_Your task_
Extract every record, keeping each one exactly as it is.

Stored items:
- - - - - - -

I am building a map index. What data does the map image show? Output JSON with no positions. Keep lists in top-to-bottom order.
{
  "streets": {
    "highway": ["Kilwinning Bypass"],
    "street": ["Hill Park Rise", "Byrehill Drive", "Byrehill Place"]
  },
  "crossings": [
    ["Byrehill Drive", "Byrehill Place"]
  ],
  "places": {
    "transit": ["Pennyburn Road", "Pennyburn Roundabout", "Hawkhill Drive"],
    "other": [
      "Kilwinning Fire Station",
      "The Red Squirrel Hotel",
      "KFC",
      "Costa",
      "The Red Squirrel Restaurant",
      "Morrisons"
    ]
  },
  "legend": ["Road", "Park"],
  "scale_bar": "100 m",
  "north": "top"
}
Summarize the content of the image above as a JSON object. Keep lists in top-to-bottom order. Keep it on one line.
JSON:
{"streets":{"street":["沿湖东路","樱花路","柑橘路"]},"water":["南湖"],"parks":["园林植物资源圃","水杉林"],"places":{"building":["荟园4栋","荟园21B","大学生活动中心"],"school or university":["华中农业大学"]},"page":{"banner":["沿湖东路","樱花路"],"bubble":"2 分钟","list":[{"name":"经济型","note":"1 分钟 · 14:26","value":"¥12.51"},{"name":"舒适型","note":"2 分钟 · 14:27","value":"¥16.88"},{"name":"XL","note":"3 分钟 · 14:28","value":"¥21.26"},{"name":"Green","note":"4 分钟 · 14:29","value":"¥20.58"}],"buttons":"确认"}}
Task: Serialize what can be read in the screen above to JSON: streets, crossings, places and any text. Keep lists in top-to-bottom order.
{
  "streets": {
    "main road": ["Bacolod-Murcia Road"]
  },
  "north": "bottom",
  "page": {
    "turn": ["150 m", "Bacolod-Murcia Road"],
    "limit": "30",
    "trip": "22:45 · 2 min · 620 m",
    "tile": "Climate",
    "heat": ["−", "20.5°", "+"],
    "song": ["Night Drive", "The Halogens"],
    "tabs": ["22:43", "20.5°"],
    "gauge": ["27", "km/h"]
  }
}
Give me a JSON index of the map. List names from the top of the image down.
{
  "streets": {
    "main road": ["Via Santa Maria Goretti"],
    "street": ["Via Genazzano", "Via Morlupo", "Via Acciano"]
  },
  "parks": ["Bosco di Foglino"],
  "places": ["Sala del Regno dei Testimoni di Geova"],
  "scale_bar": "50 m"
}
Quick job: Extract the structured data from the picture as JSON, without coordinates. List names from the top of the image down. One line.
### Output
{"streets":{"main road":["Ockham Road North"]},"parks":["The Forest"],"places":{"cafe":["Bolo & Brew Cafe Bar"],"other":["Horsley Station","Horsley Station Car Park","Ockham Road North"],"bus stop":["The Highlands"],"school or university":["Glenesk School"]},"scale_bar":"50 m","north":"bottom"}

- - - - - - -

_Task result_
I am building a map index. What data does the map image show? Output JSON with no positions. Keep lists in top-to-bottom order.
{
  "streets": {
    "highway": ["Kilwinning Bypass"],
    "street": ["Hill Park Rise", "Byrehill Drive", "Byrehill Place"]
  },
  "crossings": [
    ["Byrehill Drive", "Byrehill Place"]
  ],
  "places": {
    "transit": ["Pennyburn Road", "Pennyburn Roundabout", "Hawkhill Drive"],
    "other": [
      "Kilwinning Fire Station",
      "The Red Squirrel Hotel",
      "KFC",
      "Costa",
      "The Red Squirrel Restaurant",
      "Morrisons"
    ]
  },
  "legend": ["Road", "Park"],
  "scale_bar": "100 m",
  "north": "top"
}
Summarize the content of the image above as a JSON object. Keep lists in top-to-bottom order. Keep it on one line.
JSON:
{"streets":{"street":["沿湖东路","樱花路","柑橘路"]},"water":["南湖"],"parks":["园林植物资源圃","水杉林"],"places":{"building":["荟园4栋","荟园21B","大学生活动中心"],"school or university":["华中农业大学"]},"page":{"banner":["沿湖东路","樱花路"],"bubble":"2 分钟","list":[{"name":"经济型","note":"1 分钟 · 14:26","value":"¥12.51"},{"name":"舒适型","note":"2 分钟 · 14:27","value":"¥16.88"},{"name":"XL","note":"3 分钟 · 14:28","value":"¥21.26"},{"name":"Green","note":"4 分钟 · 14:29","value":"¥20.58"}],"buttons":"确认"}}
Task: Serialize what can be read in the screen above to JSON: streets, crossings, places and any text. Keep lists in top-to-bottom order.
{
  "streets": {
    "main road": ["Bacolod-Murcia Road"]
  },
  "north": "bottom",
  "page": {
    "turn": ["150 m", "Bacolod-Murcia Road"],
    "limit": "30",
    "trip": "22:45 · 2 min · 620 m",
    "tile": "Climate",
    "heat": ["−", "20.5°", "+"],
    "song": ["Night Drive", "The Halogens"],
    "tabs": ["22:43", "20.5°"],
    "gauge": ["27", "km/h"]
  }
}
Give me a JSON index of the map. List names from the top of the image down.
{
  "streets": {
    "main road": ["Via Santa Maria Goretti"],
    "street": ["Via Genazzano", "Via Morlupo", "Via Acciano"]
  },
  "parks": ["Bosco di Foglino"],
  "places": ["Sala del Regno dei Testimoni di Geova"],
  "scale_bar": "50 m"
}
Quick job: Extract the structured data from the picture as JSON, without coordinates. List names from the top of the image down. One line.
### Output
{"streets":{"main road":["Ockham Road North"]},"parks":["The Forest"],"places":{"cafe":["Bolo & Brew Cafe Bar"],"other":["Horsley Station","Horsley Station Car Park","Ockham Road North"],"bus stop":["The Highlands"],"school or university":["Glenesk School"]},"scale_bar":"50 m","north":"bottom"}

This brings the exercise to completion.